*Instructions to follow*. Output all records exactly.
═══ Input material
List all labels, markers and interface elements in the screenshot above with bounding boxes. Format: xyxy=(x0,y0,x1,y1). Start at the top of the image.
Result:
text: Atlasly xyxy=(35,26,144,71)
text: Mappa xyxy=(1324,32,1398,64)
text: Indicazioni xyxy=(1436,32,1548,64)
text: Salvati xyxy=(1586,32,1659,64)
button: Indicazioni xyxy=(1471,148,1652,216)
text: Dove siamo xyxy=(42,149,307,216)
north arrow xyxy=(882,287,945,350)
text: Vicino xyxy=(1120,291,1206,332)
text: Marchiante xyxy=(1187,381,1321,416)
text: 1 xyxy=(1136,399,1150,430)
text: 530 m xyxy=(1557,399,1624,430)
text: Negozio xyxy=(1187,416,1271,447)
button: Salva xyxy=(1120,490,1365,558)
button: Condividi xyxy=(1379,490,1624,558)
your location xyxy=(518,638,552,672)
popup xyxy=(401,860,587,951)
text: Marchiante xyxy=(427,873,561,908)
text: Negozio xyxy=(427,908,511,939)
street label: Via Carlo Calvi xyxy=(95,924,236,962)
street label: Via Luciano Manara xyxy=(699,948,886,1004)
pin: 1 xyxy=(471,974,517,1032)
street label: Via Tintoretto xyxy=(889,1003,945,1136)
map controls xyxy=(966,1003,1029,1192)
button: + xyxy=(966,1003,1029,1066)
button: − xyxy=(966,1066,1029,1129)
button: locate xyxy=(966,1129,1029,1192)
══════
*Solution to the problem*.
List all labels, markers and interface elements in the screenshot above with bounding boxes. Format: xyxy=(x0,y0,x1,y1). Start at the top of the image.
Result:
text: Atlasly xyxy=(35,26,144,71)
text: Mappa xyxy=(1324,32,1398,64)
text: Indicazioni xyxy=(1436,32,1548,64)
text: Salvati xyxy=(1586,32,1659,64)
button: Indicazioni xyxy=(1471,148,1652,216)
text: Dove siamo xyxy=(42,149,307,216)
north arrow xyxy=(882,287,945,350)
text: Vicino xyxy=(1120,291,1206,332)
text: Marchiante xyxy=(1187,381,1321,416)
text: 1 xyxy=(1136,399,1150,430)
text: 530 m xyxy=(1557,399,1624,430)
text: Negozio xyxy=(1187,416,1271,447)
button: Salva xyxy=(1120,490,1365,558)
button: Condividi xyxy=(1379,490,1624,558)
your location xyxy=(518,638,552,672)
popup xyxy=(401,860,587,951)
text: Marchiante xyxy=(427,873,561,908)
text: Negozio xyxy=(427,908,511,939)
street label: Via Carlo Calvi xyxy=(95,924,236,962)
street label: Via Luciano Manara xyxy=(699,948,886,1004)
pin: 1 xyxy=(471,974,517,1032)
street label: Via Tintoretto xyxy=(889,1003,945,1136)
map controls xyxy=(966,1003,1029,1192)
button: + xyxy=(966,1003,1029,1066)
button: − xyxy=(966,1066,1029,1129)
button: locate xyxy=(966,1129,1029,1192)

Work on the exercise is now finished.